◆ Directions ◆
Your answer should give again, exactly, the lines from the beginning of the entries below through the line containing "M 211,91 L 216,123 L 186,128 L 181,96 Z". It must contain no pictures.

◆ Data provided ◆
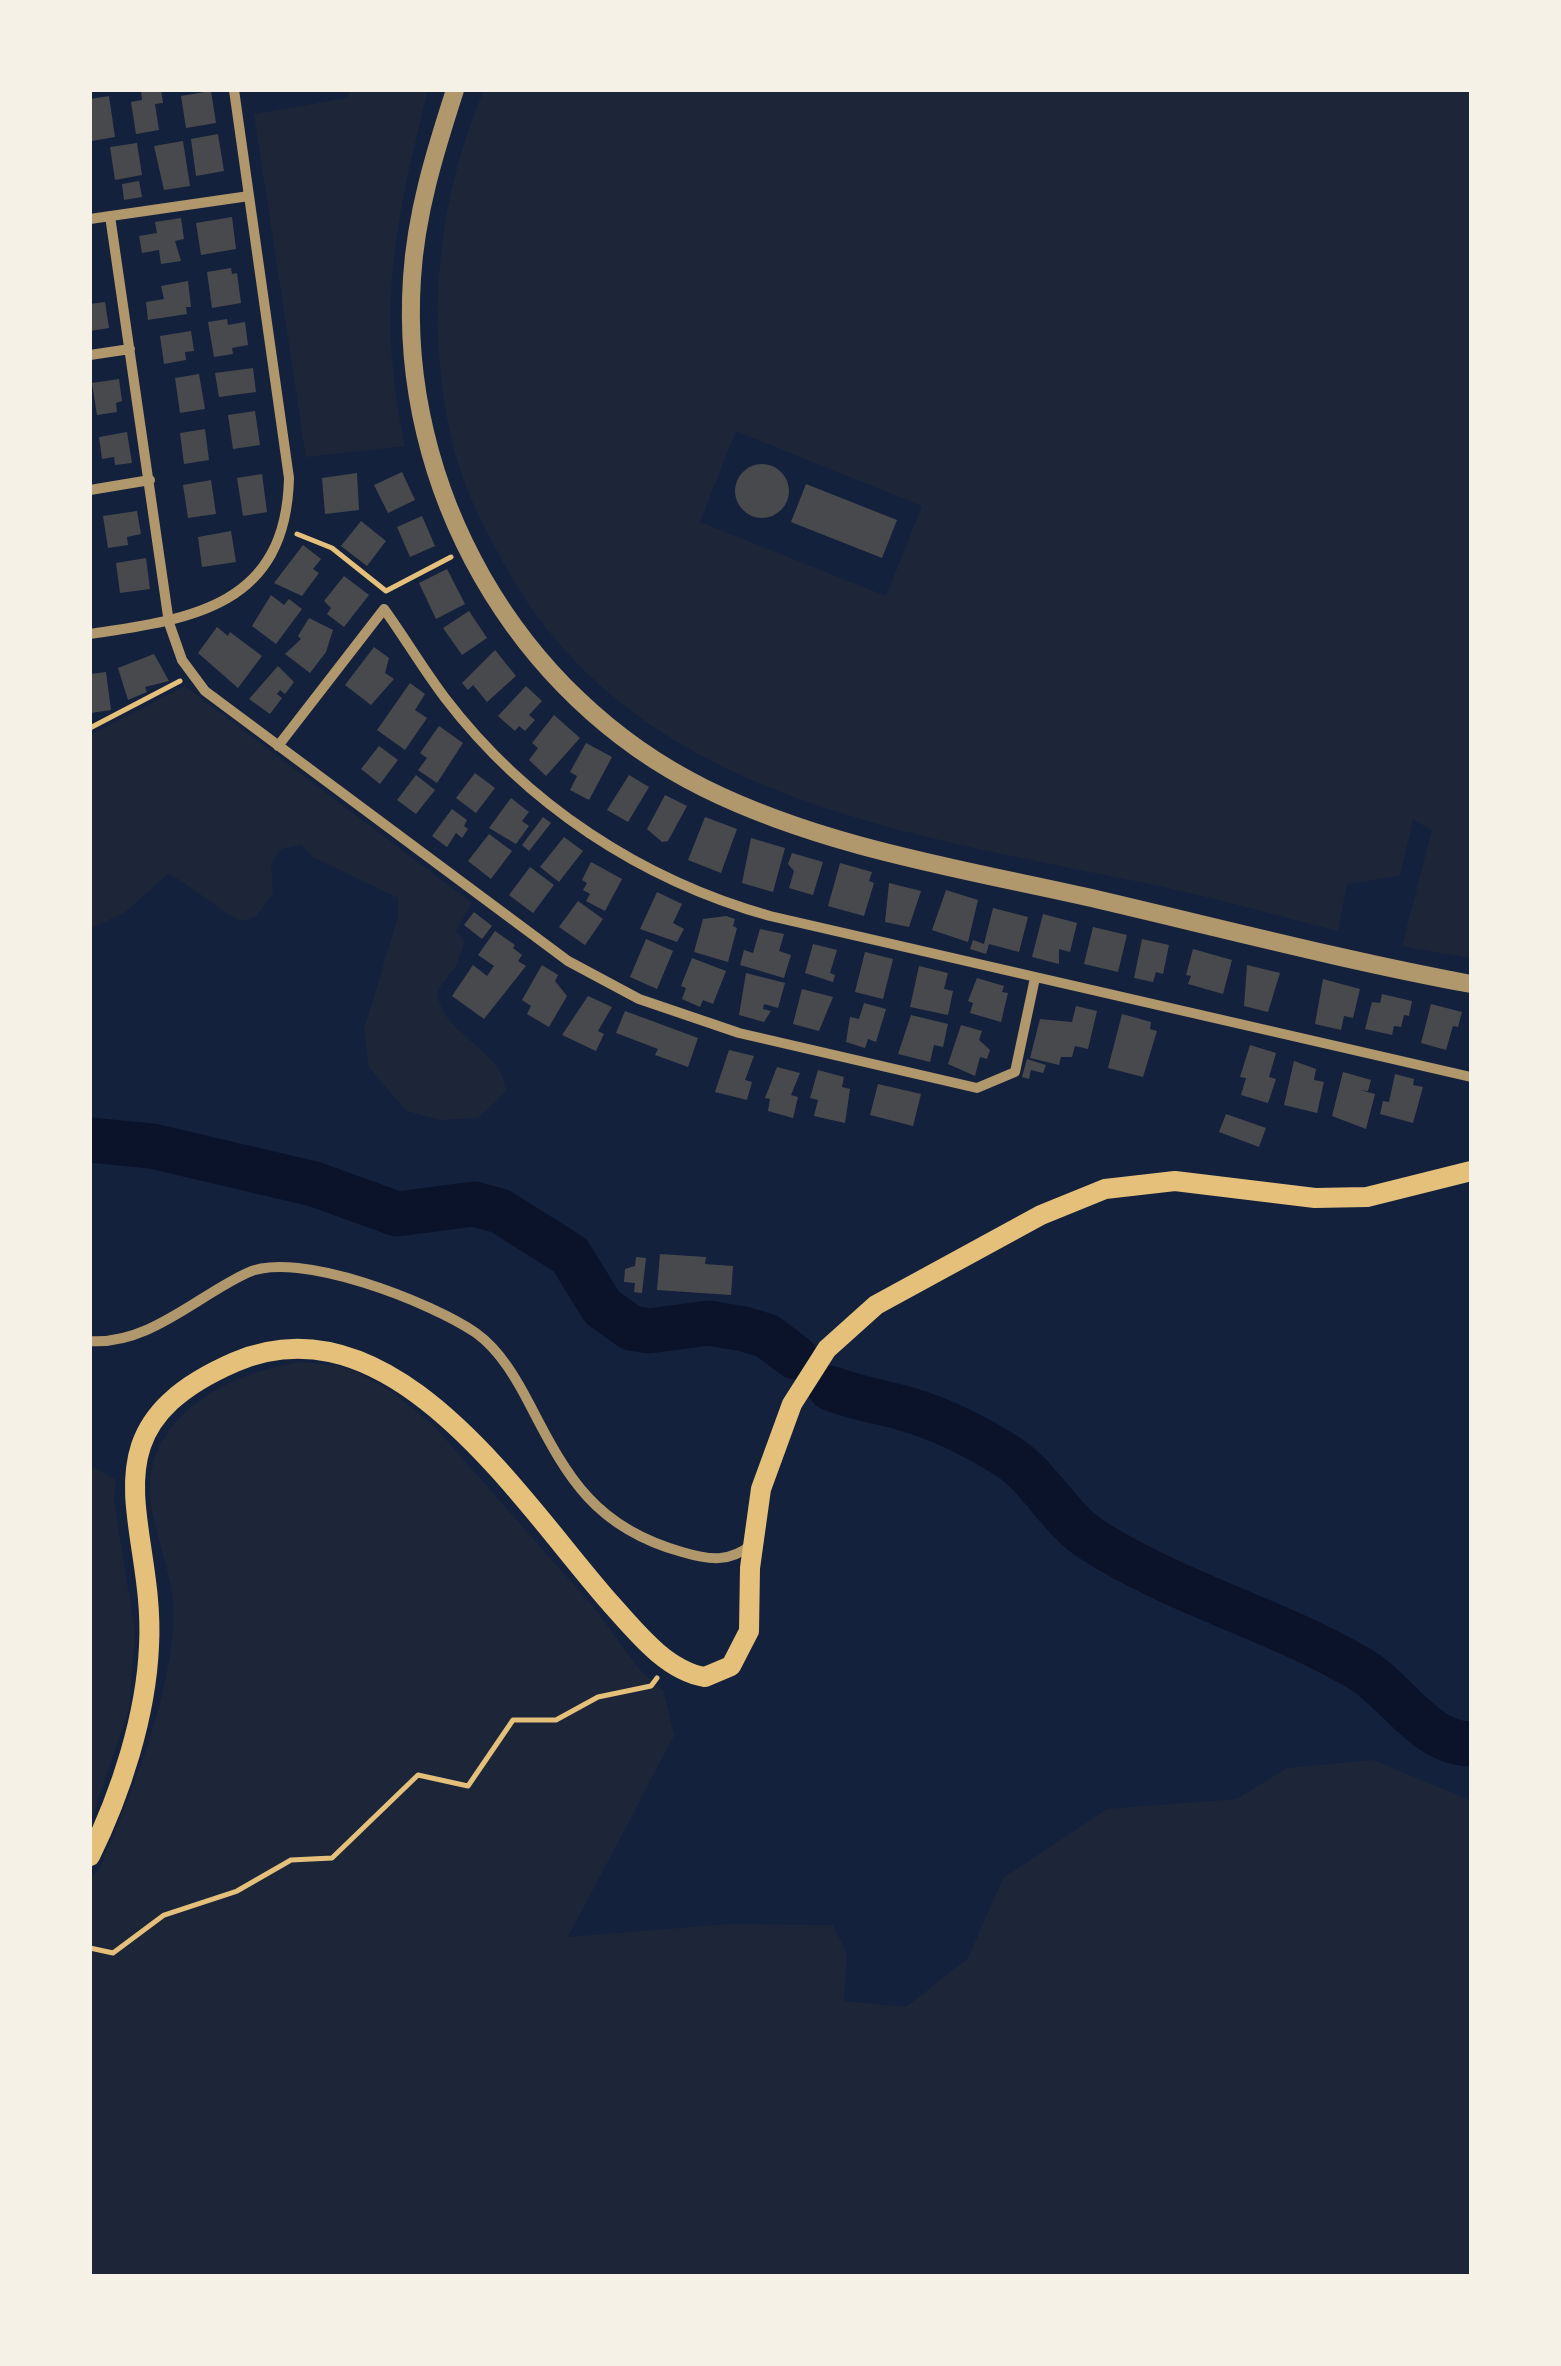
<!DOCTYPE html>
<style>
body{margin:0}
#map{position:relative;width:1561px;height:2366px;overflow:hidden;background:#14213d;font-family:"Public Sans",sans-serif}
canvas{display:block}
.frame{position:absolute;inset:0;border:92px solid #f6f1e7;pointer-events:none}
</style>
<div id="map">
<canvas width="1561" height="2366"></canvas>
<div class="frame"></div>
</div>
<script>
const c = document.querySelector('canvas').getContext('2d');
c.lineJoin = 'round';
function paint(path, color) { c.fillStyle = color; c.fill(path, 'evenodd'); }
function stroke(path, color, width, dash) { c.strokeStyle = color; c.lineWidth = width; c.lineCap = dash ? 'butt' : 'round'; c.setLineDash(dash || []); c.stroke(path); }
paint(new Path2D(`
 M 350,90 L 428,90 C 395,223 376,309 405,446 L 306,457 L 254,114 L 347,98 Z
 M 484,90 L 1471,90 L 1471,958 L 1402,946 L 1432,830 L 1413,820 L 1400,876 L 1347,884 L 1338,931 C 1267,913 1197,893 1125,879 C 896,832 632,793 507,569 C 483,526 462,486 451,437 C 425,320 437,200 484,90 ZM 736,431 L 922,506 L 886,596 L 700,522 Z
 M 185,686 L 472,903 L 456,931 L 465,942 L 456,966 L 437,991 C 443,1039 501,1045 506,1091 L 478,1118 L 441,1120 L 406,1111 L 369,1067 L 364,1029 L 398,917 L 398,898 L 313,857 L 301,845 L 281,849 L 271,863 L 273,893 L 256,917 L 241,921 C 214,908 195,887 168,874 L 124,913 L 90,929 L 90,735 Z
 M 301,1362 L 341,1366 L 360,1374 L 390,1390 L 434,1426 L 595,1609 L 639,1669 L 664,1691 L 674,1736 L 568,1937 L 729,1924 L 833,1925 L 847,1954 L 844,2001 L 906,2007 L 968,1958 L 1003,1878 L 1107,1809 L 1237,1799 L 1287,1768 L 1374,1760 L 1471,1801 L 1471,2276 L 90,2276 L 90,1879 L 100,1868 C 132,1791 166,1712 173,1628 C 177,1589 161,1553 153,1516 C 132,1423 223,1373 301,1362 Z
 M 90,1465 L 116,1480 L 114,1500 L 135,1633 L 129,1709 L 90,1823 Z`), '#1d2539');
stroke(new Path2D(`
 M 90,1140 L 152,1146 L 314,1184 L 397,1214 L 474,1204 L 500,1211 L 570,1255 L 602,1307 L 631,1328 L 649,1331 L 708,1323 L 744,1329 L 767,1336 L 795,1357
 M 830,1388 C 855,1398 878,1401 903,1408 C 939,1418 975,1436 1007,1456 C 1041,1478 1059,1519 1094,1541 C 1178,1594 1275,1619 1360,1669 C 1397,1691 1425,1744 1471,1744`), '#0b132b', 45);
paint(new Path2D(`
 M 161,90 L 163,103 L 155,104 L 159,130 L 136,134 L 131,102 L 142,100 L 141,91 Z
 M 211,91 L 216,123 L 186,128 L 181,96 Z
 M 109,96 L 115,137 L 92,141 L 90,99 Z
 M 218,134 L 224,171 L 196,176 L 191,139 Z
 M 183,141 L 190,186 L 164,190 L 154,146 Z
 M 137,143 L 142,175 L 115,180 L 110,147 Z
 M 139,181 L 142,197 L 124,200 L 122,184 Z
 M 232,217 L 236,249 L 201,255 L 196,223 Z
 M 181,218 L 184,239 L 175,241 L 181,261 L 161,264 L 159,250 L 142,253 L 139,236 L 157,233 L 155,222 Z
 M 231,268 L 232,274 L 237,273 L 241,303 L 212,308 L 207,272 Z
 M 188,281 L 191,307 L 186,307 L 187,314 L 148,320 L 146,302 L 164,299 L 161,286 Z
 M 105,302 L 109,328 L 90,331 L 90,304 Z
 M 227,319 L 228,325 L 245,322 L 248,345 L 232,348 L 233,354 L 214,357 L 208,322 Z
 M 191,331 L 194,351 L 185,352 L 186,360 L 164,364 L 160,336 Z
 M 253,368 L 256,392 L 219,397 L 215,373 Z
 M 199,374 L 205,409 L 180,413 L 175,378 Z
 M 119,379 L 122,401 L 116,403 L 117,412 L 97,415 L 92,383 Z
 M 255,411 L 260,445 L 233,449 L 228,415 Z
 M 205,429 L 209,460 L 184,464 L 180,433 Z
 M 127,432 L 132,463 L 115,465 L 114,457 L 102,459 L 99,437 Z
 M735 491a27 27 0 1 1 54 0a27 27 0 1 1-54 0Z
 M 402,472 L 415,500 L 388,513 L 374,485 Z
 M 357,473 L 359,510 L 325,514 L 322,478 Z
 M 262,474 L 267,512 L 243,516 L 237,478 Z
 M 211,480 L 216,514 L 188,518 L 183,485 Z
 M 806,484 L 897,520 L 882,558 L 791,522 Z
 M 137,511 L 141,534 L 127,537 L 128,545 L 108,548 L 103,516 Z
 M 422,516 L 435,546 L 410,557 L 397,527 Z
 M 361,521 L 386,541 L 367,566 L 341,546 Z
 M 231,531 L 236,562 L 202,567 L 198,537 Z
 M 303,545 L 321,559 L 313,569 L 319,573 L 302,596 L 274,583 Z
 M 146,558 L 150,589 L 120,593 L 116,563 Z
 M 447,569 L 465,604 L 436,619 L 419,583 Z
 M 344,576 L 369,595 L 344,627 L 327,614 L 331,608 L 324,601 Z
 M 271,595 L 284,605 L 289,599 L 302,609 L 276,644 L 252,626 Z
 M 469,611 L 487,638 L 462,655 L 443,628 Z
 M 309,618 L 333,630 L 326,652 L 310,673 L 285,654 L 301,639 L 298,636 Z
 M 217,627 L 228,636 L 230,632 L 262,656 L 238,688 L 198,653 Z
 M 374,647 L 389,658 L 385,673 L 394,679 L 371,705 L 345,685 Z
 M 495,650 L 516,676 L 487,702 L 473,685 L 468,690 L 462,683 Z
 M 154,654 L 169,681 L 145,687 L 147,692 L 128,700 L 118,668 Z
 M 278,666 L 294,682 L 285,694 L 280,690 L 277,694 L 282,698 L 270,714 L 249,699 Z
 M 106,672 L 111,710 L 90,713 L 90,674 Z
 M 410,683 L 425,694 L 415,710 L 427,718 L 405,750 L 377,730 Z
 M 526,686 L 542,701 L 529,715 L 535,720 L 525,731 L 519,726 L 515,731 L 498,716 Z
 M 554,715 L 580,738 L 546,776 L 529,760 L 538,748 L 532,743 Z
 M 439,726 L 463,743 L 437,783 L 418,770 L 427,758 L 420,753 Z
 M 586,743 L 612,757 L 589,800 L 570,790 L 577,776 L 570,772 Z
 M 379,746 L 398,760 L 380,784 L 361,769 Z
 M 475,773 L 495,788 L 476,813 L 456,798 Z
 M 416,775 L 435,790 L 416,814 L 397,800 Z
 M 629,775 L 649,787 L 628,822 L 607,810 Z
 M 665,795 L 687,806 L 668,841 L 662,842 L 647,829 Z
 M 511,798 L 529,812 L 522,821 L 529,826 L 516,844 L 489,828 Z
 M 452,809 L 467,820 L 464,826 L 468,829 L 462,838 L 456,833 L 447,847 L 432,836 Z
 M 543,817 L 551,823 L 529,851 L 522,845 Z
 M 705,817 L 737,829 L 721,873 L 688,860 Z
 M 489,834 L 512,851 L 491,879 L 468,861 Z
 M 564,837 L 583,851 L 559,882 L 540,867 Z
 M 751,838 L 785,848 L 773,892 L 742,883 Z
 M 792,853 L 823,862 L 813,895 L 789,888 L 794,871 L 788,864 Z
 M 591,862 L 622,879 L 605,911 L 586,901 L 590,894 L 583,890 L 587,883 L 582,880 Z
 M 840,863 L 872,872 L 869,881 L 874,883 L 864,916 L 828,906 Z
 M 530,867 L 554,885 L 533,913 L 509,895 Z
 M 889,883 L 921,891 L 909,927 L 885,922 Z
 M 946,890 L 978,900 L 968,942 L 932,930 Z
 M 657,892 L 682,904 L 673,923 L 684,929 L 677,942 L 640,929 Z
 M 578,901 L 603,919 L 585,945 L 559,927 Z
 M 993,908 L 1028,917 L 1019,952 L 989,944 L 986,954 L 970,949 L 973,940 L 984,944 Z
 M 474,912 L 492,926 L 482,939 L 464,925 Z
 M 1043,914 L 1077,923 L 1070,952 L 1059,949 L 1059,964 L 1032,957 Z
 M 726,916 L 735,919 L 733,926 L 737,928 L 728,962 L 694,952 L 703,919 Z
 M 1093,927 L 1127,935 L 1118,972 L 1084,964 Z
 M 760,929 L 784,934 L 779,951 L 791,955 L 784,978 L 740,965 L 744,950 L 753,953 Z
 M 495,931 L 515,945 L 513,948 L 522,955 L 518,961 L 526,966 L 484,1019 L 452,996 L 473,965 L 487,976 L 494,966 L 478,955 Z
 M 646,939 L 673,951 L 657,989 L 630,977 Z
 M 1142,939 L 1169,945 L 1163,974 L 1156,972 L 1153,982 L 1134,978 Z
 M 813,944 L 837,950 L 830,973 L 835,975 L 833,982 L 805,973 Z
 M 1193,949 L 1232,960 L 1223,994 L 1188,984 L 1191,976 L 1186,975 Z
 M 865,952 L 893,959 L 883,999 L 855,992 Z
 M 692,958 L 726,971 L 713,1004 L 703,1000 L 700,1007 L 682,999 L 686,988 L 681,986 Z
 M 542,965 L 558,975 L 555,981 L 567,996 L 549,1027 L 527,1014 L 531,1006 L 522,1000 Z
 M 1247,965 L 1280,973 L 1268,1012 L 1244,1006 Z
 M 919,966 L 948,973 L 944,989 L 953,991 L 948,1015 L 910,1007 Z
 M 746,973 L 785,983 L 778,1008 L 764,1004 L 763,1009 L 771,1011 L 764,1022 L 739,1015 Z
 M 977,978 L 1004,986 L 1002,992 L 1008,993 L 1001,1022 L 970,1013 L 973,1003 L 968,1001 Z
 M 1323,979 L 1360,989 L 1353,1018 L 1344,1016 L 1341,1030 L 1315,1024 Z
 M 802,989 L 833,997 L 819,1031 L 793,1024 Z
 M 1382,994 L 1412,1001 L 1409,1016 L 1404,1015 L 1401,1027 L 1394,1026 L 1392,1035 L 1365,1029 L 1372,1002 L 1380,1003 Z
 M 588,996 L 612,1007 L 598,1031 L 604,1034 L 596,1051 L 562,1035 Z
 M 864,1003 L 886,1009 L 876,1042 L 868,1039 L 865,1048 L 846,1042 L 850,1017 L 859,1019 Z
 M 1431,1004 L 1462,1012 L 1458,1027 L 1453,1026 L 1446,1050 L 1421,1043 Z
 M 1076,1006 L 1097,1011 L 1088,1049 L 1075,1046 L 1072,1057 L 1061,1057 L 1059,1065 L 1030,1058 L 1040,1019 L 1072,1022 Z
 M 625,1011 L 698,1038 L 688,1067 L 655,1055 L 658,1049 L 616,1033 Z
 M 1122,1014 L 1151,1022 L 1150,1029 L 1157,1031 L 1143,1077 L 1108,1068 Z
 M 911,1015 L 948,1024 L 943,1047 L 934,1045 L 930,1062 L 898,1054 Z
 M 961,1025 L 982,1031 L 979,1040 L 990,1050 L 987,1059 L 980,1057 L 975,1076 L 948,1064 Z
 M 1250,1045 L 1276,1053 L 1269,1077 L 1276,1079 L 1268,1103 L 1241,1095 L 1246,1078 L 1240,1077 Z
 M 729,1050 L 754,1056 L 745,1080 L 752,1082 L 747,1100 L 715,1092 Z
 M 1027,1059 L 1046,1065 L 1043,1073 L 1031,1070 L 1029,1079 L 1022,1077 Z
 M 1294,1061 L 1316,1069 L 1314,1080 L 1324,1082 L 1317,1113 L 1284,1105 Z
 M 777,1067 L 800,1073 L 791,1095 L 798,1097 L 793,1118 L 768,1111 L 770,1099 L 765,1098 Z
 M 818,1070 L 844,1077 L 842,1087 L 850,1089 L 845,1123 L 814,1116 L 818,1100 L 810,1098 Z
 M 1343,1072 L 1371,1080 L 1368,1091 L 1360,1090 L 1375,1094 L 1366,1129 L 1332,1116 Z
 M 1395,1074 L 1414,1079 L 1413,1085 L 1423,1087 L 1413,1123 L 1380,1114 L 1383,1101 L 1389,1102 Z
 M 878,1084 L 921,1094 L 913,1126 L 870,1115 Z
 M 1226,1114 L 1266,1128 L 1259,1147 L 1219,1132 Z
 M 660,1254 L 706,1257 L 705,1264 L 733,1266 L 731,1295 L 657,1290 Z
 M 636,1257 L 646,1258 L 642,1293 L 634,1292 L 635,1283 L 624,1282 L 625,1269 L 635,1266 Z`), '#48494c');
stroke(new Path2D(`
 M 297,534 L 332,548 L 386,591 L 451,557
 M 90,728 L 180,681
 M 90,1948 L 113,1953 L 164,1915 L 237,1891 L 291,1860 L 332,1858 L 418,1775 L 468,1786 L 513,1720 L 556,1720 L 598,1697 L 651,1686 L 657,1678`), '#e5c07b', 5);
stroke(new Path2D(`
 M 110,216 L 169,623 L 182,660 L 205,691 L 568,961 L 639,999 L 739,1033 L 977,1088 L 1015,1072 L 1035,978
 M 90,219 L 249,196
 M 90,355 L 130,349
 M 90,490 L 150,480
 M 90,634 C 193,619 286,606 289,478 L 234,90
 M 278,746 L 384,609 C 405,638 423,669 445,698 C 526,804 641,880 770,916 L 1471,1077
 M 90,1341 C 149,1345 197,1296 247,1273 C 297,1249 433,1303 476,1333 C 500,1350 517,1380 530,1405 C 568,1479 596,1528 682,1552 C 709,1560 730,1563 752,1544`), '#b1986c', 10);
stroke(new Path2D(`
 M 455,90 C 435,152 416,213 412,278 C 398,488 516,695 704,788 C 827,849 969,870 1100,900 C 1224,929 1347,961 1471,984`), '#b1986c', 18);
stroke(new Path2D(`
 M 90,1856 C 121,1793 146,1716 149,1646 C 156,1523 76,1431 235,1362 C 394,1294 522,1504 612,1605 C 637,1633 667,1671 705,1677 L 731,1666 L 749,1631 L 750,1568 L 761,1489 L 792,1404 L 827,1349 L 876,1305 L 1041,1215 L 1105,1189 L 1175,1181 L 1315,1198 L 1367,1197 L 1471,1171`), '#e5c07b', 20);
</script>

◆ Result for this exercise ◆
<!DOCTYPE html>
<style>
body{margin:0}
#map{position:relative;width:1561px;height:2366px;overflow:hidden;background:#14213d;font-family:"Public Sans",sans-serif}
canvas{display:block}
.frame{position:absolute;inset:0;border:92px solid #f6f1e7;pointer-events:none}
</style>
<div id="map">
<canvas width="1561" height="2366"></canvas>
<div class="frame"></div>
</div>
<script>
const c = document.querySelector('canvas').getContext('2d');
c.lineJoin = 'round';
function paint(path, color) { c.fillStyle = color; c.fill(path, 'evenodd'); }
function stroke(path, color, width, dash) { c.strokeStyle = color; c.lineWidth = width; c.lineCap = dash ? 'butt' : 'round'; c.setLineDash(dash || []); c.stroke(path); }
paint(new Path2D(`
 M 350,90 L 428,90 C 395,223 376,309 405,446 L 306,457 L 254,114 L 347,98 Z
 M 484,90 L 1471,90 L 1471,958 L 1402,946 L 1432,830 L 1413,820 L 1400,876 L 1347,884 L 1338,931 C 1267,913 1197,893 1125,879 C 896,832 632,793 507,569 C 483,526 462,486 451,437 C 425,320 437,200 484,90 ZM 736,431 L 922,506 L 886,596 L 700,522 Z
 M 185,686 L 472,903 L 456,931 L 465,942 L 456,966 L 437,991 C 443,1039 501,1045 506,1091 L 478,1118 L 441,1120 L 406,1111 L 369,1067 L 364,1029 L 398,917 L 398,898 L 313,857 L 301,845 L 281,849 L 271,863 L 273,893 L 256,917 L 241,921 C 214,908 195,887 168,874 L 124,913 L 90,929 L 90,735 Z
 M 301,1362 L 341,1366 L 360,1374 L 390,1390 L 434,1426 L 595,1609 L 639,1669 L 664,1691 L 674,1736 L 568,1937 L 729,1924 L 833,1925 L 847,1954 L 844,2001 L 906,2007 L 968,1958 L 1003,1878 L 1107,1809 L 1237,1799 L 1287,1768 L 1374,1760 L 1471,1801 L 1471,2276 L 90,2276 L 90,1879 L 100,1868 C 132,1791 166,1712 173,1628 C 177,1589 161,1553 153,1516 C 132,1423 223,1373 301,1362 Z
 M 90,1465 L 116,1480 L 114,1500 L 135,1633 L 129,1709 L 90,1823 Z`), '#1d2539');
stroke(new Path2D(`
 M 90,1140 L 152,1146 L 314,1184 L 397,1214 L 474,1204 L 500,1211 L 570,1255 L 602,1307 L 631,1328 L 649,1331 L 708,1323 L 744,1329 L 767,1336 L 795,1357
 M 830,1388 C 855,1398 878,1401 903,1408 C 939,1418 975,1436 1007,1456 C 1041,1478 1059,1519 1094,1541 C 1178,1594 1275,1619 1360,1669 C 1397,1691 1425,1744 1471,1744`), '#0b132b', 45);
paint(new Path2D(`
 M 161,90 L 163,103 L 155,104 L 159,130 L 136,134 L 131,102 L 142,100 L 141,91 Z
 M 211,91 L 216,123 L 186,128 L 181,96 Z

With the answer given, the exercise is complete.